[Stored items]
________
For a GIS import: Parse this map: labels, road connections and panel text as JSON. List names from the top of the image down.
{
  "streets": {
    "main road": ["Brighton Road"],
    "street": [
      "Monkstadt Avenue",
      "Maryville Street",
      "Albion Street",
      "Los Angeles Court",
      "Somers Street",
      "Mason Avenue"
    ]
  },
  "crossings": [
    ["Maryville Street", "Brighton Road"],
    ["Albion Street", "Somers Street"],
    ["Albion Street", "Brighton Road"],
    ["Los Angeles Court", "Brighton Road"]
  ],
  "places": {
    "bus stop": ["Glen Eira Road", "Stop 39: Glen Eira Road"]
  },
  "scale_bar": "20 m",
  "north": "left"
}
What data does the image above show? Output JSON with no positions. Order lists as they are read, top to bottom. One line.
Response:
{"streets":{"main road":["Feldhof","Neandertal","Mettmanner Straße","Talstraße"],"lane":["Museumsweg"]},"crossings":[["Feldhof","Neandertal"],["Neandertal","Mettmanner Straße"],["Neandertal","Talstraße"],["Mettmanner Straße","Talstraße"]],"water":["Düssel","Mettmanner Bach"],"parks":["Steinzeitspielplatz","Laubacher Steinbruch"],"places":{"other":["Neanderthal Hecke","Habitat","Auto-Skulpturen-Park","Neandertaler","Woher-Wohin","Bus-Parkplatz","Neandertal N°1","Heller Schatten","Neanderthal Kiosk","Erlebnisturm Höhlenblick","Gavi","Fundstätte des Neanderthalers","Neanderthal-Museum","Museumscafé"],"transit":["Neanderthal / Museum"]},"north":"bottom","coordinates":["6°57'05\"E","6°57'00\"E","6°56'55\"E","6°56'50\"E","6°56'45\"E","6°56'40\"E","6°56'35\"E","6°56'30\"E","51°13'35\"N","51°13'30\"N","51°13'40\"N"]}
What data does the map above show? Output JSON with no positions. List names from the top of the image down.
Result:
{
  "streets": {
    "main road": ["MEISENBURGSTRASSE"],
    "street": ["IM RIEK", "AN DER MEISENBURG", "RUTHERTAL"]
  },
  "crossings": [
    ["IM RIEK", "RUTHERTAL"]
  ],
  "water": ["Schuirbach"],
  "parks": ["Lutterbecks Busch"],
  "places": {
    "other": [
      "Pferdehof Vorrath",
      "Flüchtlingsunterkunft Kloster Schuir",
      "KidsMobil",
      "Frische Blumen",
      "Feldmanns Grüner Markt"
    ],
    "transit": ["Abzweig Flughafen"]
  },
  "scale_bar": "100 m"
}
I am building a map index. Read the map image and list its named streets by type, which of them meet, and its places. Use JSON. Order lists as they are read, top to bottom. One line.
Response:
________
Work order:
Transcribe each line of the data exactly, skipping none.

Solution:
For a GIS import: Parse this map: labels, road connections and panel text as JSON. List names from the top of the image down.
{
  "streets": {
    "main road": ["Brighton Road"],
    "street": [
      "Monkstadt Avenue",
      "Maryville Street",
      "Albion Street",
      "Los Angeles Court",
      "Somers Street",
      "Mason Avenue"
    ]
  },
  "crossings": [
    ["Maryville Street", "Brighton Road"],
    ["Albion Street", "Somers Street"],
    ["Albion Street", "Brighton Road"],
    ["Los Angeles Court", "Brighton Road"]
  ],
  "places": {
    "bus stop": ["Glen Eira Road", "Stop 39: Glen Eira Road"]
  },
  "scale_bar": "20 m",
  "north": "left"
}
What data does the image above show? Output JSON with no positions. Order lists as they are read, top to bottom. One line.
Response:
{"streets":{"main road":["Feldhof","Neandertal","Mettmanner Straße","Talstraße"],"lane":["Museumsweg"]},"crossings":[["Feldhof","Neandertal"],["Neandertal","Mettmanner Straße"],["Neandertal","Talstraße"],["Mettmanner Straße","Talstraße"]],"water":["Düssel","Mettmanner Bach"],"parks":["Steinzeitspielplatz","Laubacher Steinbruch"],"places":{"other":["Neanderthal Hecke","Habitat","Auto-Skulpturen-Park","Neandertaler","Woher-Wohin","Bus-Parkplatz","Neandertal N°1","Heller Schatten","Neanderthal Kiosk","Erlebnisturm Höhlenblick","Gavi","Fundstätte des Neanderthalers","Neanderthal-Museum","Museumscafé"],"transit":["Neanderthal / Museum"]},"north":"bottom","coordinates":["6°57'05\"E","6°57'00\"E","6°56'55\"E","6°56'50\"E","6°56'45\"E","6°56'40\"E","6°56'35\"E","6°56'30\"E","51°13'35\"N","51°13'30\"N","51°13'40\"N"]}
What data does the map above show? Output JSON with no positions. List names from the top of the image down.
Result:
{
  "streets": {
    "main road": ["MEISENBURGSTRASSE"],
    "street": ["IM RIEK", "AN DER MEISENBURG", "RUTHERTAL"]
  },
  "crossings": [
    ["IM RIEK", "RUTHERTAL"]
  ],
  "water": ["Schuirbach"],
  "parks": ["Lutterbecks Busch"],
  "places": {
    "other": [
      "Pferdehof Vorrath",
      "Flüchtlingsunterkunft Kloster Schuir",
      "KidsMobil",
      "Frische Blumen",
      "Feldmanns Grüner Markt"
    ],
    "transit": ["Abzweig Flughafen"]
  },
  "scale_bar": "100 m"
}
I am building a map index. Read the map image and list its named streets by type, which of them meet, and its places. Use JSON. Order lists as they are read, top to bottom. One line.
Response:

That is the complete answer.